Distributed Computing with Ruby

Dr. Dobb's Journal September 2002

Using distributed Ruby to distribute task objects

By Phil Tomson

Phil is a freelance software engineer and the creator of the TaskMaster framework. He can be contacted at rubyfan@programmer.net.

Often it is necessary to parallelize a set of tasks so that instead of running on one machine serially, the tasks are spread across several machines to save time. For example, you might need to test how well a compiler's parser adheres to a particular language's specified grammar. The test suite for testing the language might contain several thousand test cases that normally take, say, eight hours to complete if all of the test cases are run serially on one machine. Of course, you would like to know if the latest changes you made to the parser broke anything, and you would like to not have to wait eight hours to get results. What if you could run the test cases on eight machines and get results in one hour, or even better, if you could run them on 16 machines and get answers in 30 minutes? I recently faced a similar problem. To solve it, I created TaskMaster, a task distribution framework using DRb, Ruby's distributed object system.

Ruby is a dynamic, object-oriented scripting language available on platforms such as Windows, Linux, and Mac OS X (see "Programming with Ruby," by Dave Thomas and Andy Hunt, DDJ, January 2001). Since Ruby's DRb (sometimes referred to as dRuby) is straightforward to use, I discovered that DRb made TaskMaster easy to implement. Ruby is available at http://www.ruby-lang.org/en/download.html and DRb at http://www.rubylang.org/en/raa-list.rhtml?name=druby+distributed+ruby and http://www2a.biglobe.ne.jp/~seki/ruby/drb-1.3.4.2.tar.gz. (DRb comes with the Windows version of Ruby; on UNIX, you may have to install it separately.) TaskMaster is available at http://www.aracnet.com/~ptkwt/ruby_stuff/ TaskMaster/ and from DDJ (see "Resource Center," page 5).

DRb lets you bind an object to a port on one machine and access that object's methods from another machine on the network — a form of Remote Procedure Call (RPC). However, DRb lets you do more than just simple RPC. Objects can be efficiently passed from one machine to another with DRb. It all works by using Ruby's built-in Marshal module to serialize objects and transfer them over the network to other computers. TaskMaster utilizes this ability to pass objects around a network to pass task objects to clients.
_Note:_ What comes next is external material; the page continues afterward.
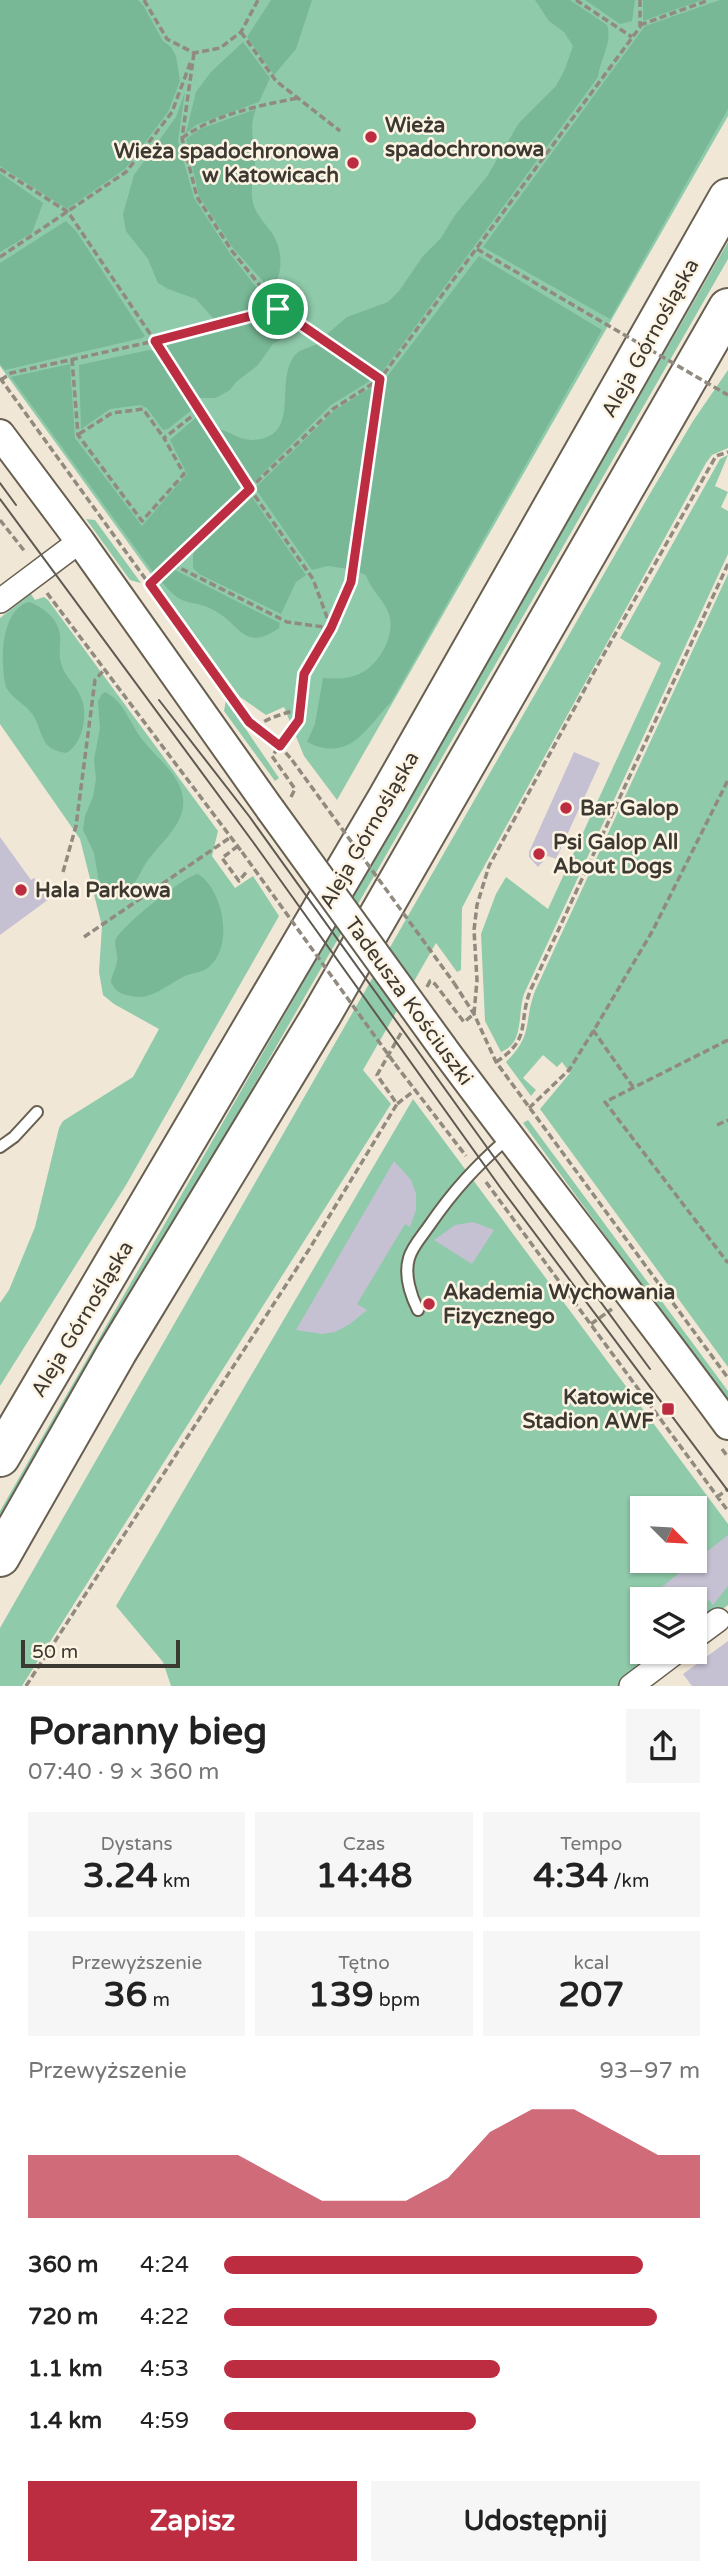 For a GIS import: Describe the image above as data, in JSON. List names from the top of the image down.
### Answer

Listings One and Two illustrate the simplicity of using DRb. DRbServer, the DRb Server in Listing One, defines a simple class called HelloFrom, which defines the method say_hello, which returns a string composed of "hello from" and the name of the machine it's running on. A HelloFrom object is instantiated and referenced by the variable h. A DRbServer is instantiated on the next line with h bound to port 5555 of the machine running the server. Listing Two is the client. A DRbObject is instantiated and is bound to port 5555 of a machine called "Remote." (Of course, you need to have Ruby and dRuby installed on master and slave machines.)

Suppose the code from Listing One is started on the machine Remote. If Listing Two is then run on another machine that can access Remote, say a machine called "Local," then on Local you'll see the message:

hello from remote

Clearly, DRb is easy to use and there are no web servers to set up as required with XML-RPC and SOAP-based solutions. DRb forms the basis for object-oriented communications between server and clients in the TaskMaster framework.

The TaskMaster Framework

TaskMaster uses DRb to distribute user-defined runnable task objects from a master machine to several slave machines. I call these "runnable" objects because they must define a run method in the class definition. Since Ruby is dynamically typed, it doesn't matter that your runnable object is of a certain type, it only matters that the object has a run method defined in its public interface. The run method should define some task that the user wants to accomplish on the remote slave machines. For example, you could define a Testcase class and the run method of that class could be defined in such a way that it runs a test case for a compiler. Your Testcase class would now be able to construct runnable objects in the context of the TaskMaster framework. Testcase objects are created on the master machine and passed to your remote slaves. When a slave receives a runnable object, it invokes the run method on that object and the task is then run on the remote slave machine.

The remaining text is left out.